For instance, the CXL spec notes in "3.2.5.13 Memory Type on CXL.cache":
"To source requests on CXL.cache, devices need to get the Host Physical
Address (HPA) from the Host by means of an ATS request on CXL.io."
In other words, the CXL.cache capability requires ATS; otherwise, it can't
access host physical memory.
Introduce a new pci_ats_always_on() helper for the IOMMU driver to scan a
PCI device and shift ATS policies between "on demand" and "always on".
Add the support for CXL.cache devices first.

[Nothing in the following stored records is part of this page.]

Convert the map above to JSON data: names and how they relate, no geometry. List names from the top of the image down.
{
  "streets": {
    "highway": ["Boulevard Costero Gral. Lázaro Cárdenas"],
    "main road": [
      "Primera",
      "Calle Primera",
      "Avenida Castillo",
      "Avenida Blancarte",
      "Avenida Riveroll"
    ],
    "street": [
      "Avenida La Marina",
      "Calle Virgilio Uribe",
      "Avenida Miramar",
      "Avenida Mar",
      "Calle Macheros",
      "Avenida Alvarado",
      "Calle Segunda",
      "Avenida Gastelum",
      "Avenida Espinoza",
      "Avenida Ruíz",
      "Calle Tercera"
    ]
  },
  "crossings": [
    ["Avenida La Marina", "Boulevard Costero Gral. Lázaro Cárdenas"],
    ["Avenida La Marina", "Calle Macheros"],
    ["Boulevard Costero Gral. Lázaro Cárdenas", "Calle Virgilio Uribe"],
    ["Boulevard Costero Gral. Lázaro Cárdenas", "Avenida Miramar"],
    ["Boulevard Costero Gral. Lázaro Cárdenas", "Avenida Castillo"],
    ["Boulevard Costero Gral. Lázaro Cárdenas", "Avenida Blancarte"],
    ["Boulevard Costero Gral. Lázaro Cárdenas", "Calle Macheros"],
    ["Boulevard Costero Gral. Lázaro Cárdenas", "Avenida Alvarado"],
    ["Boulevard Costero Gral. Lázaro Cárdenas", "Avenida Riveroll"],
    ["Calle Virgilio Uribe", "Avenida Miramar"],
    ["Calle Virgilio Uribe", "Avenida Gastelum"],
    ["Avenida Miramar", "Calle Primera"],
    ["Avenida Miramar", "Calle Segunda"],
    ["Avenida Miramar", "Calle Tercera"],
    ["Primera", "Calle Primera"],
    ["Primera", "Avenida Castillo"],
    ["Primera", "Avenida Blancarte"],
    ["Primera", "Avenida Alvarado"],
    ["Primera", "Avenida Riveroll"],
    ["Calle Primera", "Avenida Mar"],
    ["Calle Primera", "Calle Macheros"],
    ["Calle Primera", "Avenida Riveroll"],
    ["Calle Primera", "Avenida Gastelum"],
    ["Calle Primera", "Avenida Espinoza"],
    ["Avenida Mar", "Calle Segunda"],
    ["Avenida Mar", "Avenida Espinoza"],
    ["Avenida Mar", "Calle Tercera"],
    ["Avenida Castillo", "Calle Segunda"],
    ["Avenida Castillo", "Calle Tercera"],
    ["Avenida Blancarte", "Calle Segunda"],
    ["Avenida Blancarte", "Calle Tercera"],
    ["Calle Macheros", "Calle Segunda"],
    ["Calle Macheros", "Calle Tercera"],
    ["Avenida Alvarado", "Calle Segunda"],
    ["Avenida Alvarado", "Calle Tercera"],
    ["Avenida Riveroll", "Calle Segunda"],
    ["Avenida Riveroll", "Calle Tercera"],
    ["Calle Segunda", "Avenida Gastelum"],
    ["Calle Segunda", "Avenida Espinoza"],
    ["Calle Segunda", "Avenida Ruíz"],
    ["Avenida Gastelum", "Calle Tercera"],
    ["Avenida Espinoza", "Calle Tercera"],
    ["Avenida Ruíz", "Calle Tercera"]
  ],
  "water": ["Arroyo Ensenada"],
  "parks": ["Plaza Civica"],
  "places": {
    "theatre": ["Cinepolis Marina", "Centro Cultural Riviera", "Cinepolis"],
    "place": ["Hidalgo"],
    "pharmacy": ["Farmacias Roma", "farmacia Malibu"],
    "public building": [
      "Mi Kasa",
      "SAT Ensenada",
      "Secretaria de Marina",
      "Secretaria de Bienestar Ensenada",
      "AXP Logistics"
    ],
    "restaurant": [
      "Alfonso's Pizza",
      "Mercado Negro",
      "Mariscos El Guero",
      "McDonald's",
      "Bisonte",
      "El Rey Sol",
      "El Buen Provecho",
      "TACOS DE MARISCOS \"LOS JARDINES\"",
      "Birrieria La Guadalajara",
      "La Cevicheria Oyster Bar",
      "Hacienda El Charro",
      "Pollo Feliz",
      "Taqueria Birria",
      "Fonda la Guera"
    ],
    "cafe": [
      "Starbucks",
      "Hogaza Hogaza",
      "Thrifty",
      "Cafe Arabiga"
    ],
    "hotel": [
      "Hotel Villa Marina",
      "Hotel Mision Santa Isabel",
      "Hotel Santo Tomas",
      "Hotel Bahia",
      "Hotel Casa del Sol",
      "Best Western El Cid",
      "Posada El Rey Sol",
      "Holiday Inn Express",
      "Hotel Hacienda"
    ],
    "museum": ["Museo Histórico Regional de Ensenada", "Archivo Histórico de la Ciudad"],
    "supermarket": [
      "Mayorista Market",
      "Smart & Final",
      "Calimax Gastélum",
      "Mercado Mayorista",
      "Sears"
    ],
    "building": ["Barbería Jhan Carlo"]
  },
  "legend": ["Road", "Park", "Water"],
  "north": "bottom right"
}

Pre-CXL devices will be added
in quirks.c file.
Note that pci_ats_always_on() validates against pci_ats_supported(), so we
ensure that untrusted devices (e.g. external ports) will not be always on.
This maintains the existing ATS security policy regarding potential side-
channel attacks via ATS.
Suggested-by: Vikram Sethi <vsethi@nvidia.com>
Suggested-by: Jason Gunthorpe <jgg@nvidia.com>
Signed-off-by: Nicolin Chen <nicolinc@nvidia.com>
---
include/linux/pci-ats.h | 3 +++
include/uapi/linux/pci_regs.h | 1 +
drivers/pci/ats.c | 44 +++++++++++++++++++++++++++++++++++
3 files changed, 48 insertions(+)
diff --git a/include/linux/pci-ats.h b/include/linux/pci-ats.h
index 75c6c86cf09dc..d14ba727d38b3 100644
--- a/include/linux/pci-ats.h
+++ b/include/linux/pci-ats.h
@@ -12,6 +12,7 @@ int pci_prepare_ats(struct pci_dev *dev, int ps);
void pci_disable_ats(struct pci_dev *dev);
int pci_ats_queue_depth(struct pci_dev *dev);
int pci_ats_page_aligned(struct pci_dev *dev);
+bool pci_ats_always_on(struct pci_dev *dev);
#else /* CONFIG_PCI_ATS */
static inline bool pci_ats_supported(struct pci_dev *d)
{ return false; }
@@ -24,6 +25,8 @@ static inline int pci_ats_queue_depth(struct pci_dev *d)
{ return -ENODEV; }
static inline int pci_ats_page_aligned(struct pci_dev *dev)
{ return 0; }
+static inline bool pci_ats_always_on(struct pci_dev *dev)
+{ return false; }
#endif /* CONFIG_PCI_ATS */
#ifdef CONFIG_PCI_PRI
diff --git a/include/uapi/linux/pci_regs.h b/include/uapi/linux/pci_regs.h
index ec1c54b5a3101..ef061c0313ce6 100644
--- a/include/uapi/linux/pci_regs.h
+++ b/include/uapi/linux/pci_regs.h
@@ -1349,6 +1349,7 @@
/* CXL r4.0, 8.1.3: PCIe DVSEC for CXL Device */
#define PCI_DVSEC_CXL_DEVICE 0
#define PCI_DVSEC_CXL_CAP 0xA
+#define PCI_DVSEC_CXL_CACHE_CAPABLE _BITUL(0)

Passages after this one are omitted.